That is, in [operation-2], the other base station base station B 202 assigns the FA 221 to the terminal A. In [operation-3], the other base station base station A 201 sends the FA 231 to the terminal B. Indicates to assign.

3 is a flowchart illustrating a call processing method in a multi-band mobile communication system to which the present invention is applied.

In the process of call processing in a multi-band CDMA system, the total analysis time for obtaining the performance analysis result as shown in FIG. 5 and the time step for performance measurement ( Δt ) are determined and the call processing is performed. (Run Time Start step) (301).

Next, in the initial value setting step 302, the initial power, the allocated frequency band, the number of FAs, and other parameters (target threshold value, service transmission rate, call arrival rate, carrier frequency, initial vehicle speed and direction) of each operator base station and user terminal. And so on.

The call processing process according to the present invention includes an initial call connection step 303, an initial call admission control step 304, a call acceptance determination step 305, a call processing for an active user (power control (PC), handoff ( HO), etc.) step 307, adaptive shared spectrum allocation step 306 (FIG. 4), initial value updating step 308. Hereinafter, the call processing process will be described in detail.

First, when a user requests a call by accessing a corresponding base station to receive a service (initial call access step) (303), the base station performs call admission control for the user's call (initial call admission control step) ( 304, it is determined whether to accept the requested call (step of determining whether to accept the call) (305).

As a result, if the base station accepts the call, the user who requested the call becomes an active user (a user who can use the service), and in the base station, a power control (PC) for each active user and a hand for the mobile user OFF (HO) or the like (call processing step for the active user) 307.

If it is determined that the base station rejects the call, i.e., the base station does not have enough system capacity to accommodate the user, and the call rejected user requests the call back to the other operator base station, the other operator base station is the user of the heterogeneous operator.
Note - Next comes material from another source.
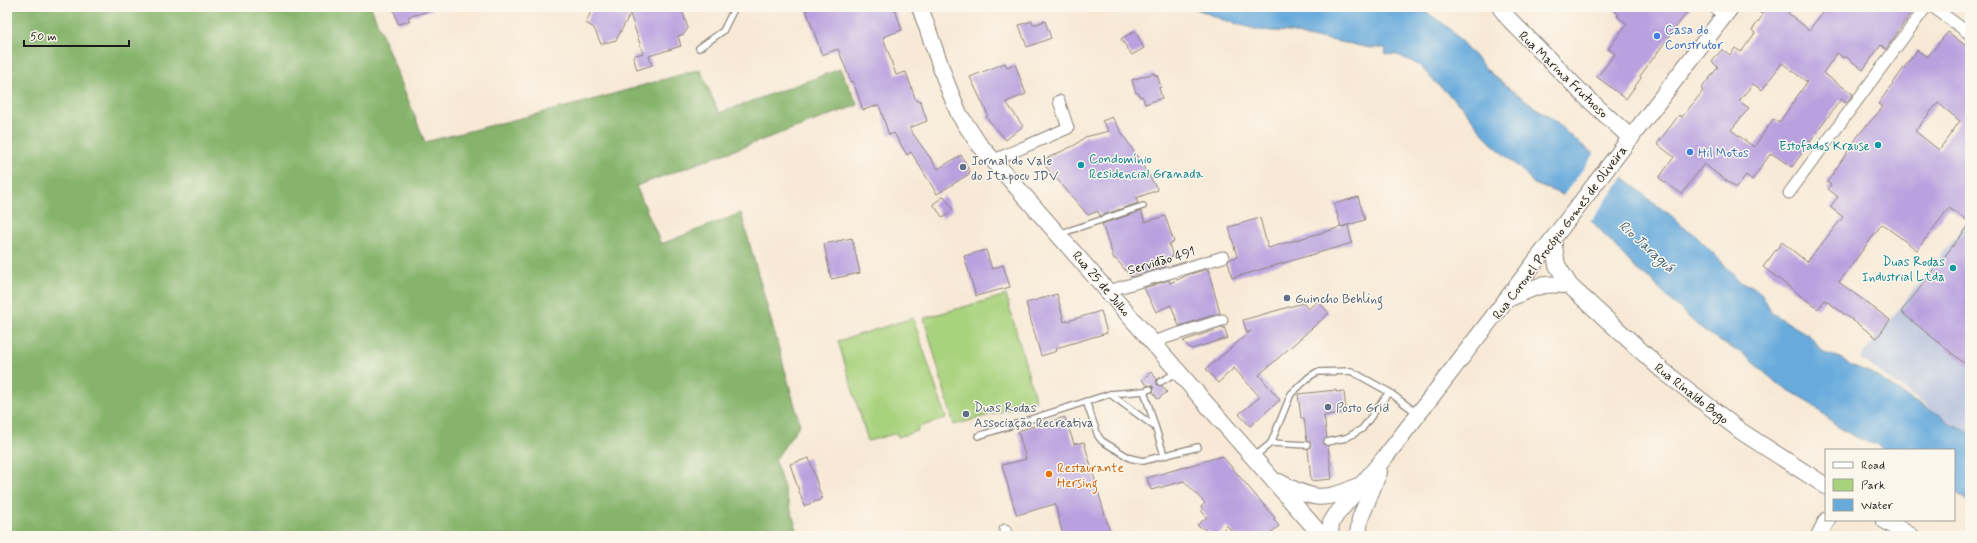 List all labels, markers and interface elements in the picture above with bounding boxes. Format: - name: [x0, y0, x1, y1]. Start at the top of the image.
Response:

An adaptive shared spectrum allocation process for adaptively allocating FA is also performed (adaptive shared spectrum allocation step) (306, see FIG. 4).

Next, for the active user, the base station continuously provides the service until the user no longer requests the service, and among the parameter values set in the initial value setting step 302, the initial power, initial vehicle speed, and direction of the user base station. Are updated (initial value update step) 308.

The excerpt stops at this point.